How to fit fixed-effect model with multiple participants

require(ggdmc)
## Model Setup----------
model <- BuildModel(p.map = list( A = "1", B = "R", t0 = "1",
   mean_v = c("F", "M"), sd_v = "M", st0 = "1"),
   match.map = list(M = list(s1 = 1, s2 = 2)),
   factors = list(S = c("s1", "s2"), F = c("f1", "f2")),
   constants = c(sd_v.false = 1, st0 = 0),
   responses = c("r1", "r2"),
   type = "norm")
   
npar <- length(model)

## Population distribution, rate effect on F
pop.mean <- c(A = .4, B.r1 = .6, B.r2 = .8, t0 = .3, mean_v.f1.true = 1.5,
  mean_v.f2.true = 1, mean_v.f1.false = 0, mean_v.f2.false = 0, sd_v.true = .25)
pop.scale <-c(A = .1, B.r1 = .1, B.r2 = .1, t0 = .05, mean_v.f1.true = .2,
  mean_v.f2.true = .2, mean_v.f1.false = .2, mean_v.f2.false = .2, sd_v.true = .1)
pop.prior <- BuildPrior(
  dists = rep("tnorm", npar),
  p1    = pop.mean,
  p2    = pop.scale,
  lower = c(0,   0,  0, NA, NA, NA, NA, 0, .1),
  upper = c(NA, NA, NA, NA, NA, NA, NA, NA, 1))

## Simulate some data
nsubject <- 8
ntrial <- 1e2
dat <- simulate(model, nsim = ntrial, nsub = nsubject, prior = pop.prior)
dmi <- BuildDMI(dat, model)
ps  <- attr(dat, "parameters")

# round( matrixStats::colMeans2(ps), 2)
# round( matrixStats::colSds(ps), 2)

## FIT FIXED-EFFECT MODEL----------
## Use all truncated normal priors for locations
p.prior <- BuildPrior(
  dists = rep("tnorm", npar),
  p1    = pop.mean,
  p2    = pop.scale * 5,
  lower = c(0,   0,  0, NA, NA, NA, NA,  0, .1),
  upper = c(NA, NA, NA, NA, NA, NA, NA, NA, NA))

thin <- 8
nchain <- npar * 3
migrationRate <- .2
sam <- run(StartManynewsamples(512, dmi, p.prior, thin, nchain),
  pm = migrationRate, ncore = 8)
sam <- run(RestartManysamples(512, sam), pm = migrationRate, ncore = 8)
sam <- run(RestartManysamples(512, sam, thin = 16), pm = migrationRate, ncore = 8)
sam <- run(RestartManysamples(512, sam, thin = 64), pm = migrationRate, ncore = 8)
sam <- run(RestartManysamples(512, sam, thin = 16), pm = migrationRate, ncore = 8)

plot(sam[[6]])
plot(sam)  ## This will take a while, because ploting many participants

How to conduct automatic convergence checks

One challenge in Bayesian modeling is to make sure posterior samples are from target distribuitons. When using the DE-MCMC sampler to fit very complex models, some regions in parameter spaces might be difficult to handle. Here we provide one method to conduct automatic sampling by repeatedly fitting models until posterior samples are proper.

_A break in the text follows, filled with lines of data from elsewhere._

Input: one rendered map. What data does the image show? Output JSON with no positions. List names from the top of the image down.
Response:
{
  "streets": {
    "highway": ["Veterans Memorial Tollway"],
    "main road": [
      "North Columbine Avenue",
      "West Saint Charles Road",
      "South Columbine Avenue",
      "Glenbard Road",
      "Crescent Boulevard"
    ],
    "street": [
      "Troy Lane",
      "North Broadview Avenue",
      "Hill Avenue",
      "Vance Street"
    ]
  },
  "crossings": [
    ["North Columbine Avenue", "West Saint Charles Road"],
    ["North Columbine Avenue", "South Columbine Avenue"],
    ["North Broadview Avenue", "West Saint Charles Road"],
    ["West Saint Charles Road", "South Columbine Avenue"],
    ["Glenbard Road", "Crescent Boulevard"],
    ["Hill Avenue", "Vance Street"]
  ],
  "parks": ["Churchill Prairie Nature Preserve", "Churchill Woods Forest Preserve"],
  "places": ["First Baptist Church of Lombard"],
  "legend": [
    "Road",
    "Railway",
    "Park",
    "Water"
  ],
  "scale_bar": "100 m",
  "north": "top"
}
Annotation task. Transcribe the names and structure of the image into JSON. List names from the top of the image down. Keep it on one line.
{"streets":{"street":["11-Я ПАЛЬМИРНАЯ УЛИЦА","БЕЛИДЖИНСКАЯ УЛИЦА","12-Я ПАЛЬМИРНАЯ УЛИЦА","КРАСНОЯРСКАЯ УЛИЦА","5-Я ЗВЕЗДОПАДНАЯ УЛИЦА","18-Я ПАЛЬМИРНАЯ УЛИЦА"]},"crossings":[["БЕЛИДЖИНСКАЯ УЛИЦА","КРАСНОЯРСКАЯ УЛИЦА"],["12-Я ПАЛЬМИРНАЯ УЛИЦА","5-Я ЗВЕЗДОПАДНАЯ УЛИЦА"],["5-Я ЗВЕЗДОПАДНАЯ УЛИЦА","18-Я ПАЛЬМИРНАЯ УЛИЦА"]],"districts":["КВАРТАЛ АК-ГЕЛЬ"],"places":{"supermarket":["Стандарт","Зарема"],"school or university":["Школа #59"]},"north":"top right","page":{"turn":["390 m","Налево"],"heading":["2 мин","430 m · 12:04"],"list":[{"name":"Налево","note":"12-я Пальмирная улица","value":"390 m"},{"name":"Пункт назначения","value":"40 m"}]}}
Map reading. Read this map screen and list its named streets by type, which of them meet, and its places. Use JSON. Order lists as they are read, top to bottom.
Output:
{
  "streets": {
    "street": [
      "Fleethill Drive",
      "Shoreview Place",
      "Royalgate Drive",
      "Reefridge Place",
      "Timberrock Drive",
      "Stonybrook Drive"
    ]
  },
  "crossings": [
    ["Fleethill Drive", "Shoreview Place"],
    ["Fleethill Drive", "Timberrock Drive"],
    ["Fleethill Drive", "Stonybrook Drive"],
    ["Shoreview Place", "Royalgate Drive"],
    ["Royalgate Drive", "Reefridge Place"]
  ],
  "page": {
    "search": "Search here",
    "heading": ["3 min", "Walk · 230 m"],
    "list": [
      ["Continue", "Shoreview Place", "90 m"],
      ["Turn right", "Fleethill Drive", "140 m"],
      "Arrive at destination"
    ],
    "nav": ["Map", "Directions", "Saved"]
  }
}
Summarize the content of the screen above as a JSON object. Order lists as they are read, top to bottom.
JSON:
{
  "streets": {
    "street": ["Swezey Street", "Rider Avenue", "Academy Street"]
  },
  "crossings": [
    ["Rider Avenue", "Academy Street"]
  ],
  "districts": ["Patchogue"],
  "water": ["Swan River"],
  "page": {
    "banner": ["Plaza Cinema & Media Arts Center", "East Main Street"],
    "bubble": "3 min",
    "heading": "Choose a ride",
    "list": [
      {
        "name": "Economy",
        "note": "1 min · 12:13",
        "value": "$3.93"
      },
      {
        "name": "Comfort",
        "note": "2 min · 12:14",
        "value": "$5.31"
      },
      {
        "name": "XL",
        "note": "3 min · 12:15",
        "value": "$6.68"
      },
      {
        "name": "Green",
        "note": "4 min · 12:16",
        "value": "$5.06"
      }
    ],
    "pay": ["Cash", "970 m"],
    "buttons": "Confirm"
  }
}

First, we convert the first stage samples (i.e., hsam0) to a generic object, hsam. Then, we use the repeat function to iterate model fits. Meanwhile, we use hgelman to check whether both the PSRFs at the hyper- and data-level are smaller than 1.1, suggesting that chains are well mixed.

thin <- 2
hsam <- hsam0
counter <- 1
repeat {
  hsam <- run(RestartHypersamples(5e2, hsam, thin = thin),
    pm = .3, hpm = .3)
  save(hsam, file = "data/tmp_posterior_samples.rda")
  rhats <- hgelman(hsam)
  counter <- counter + 1
  thin <- thin * 2
  if (all(rhats < 1.1) || counter > 1e2) break
}

List of models currently hard-wired in ggdmc

  1. The LBA model, type = "norm",
  2. The DDM, type = "rd",
  3. The Piecewise LBA model 0; CPU-based PDA likelihoods; type = "plba0",
  4. The Piecewise LBA model 1; CPU-based PDA likelihoods; type = "plba1",
  5. The Piecewise LBA model 0; GPU-based PDA likelihoods; type = "plba0_gpu",
  6. The Piecewise LBA model 1; GPU-based PDA likelihoods; type = "plba1_gpu",
  7. The LBA model; GPU-based PDA likelihoods;, type = "norm_pda_gpu",
  8. The correlated accumualtor model; type = "cnorm".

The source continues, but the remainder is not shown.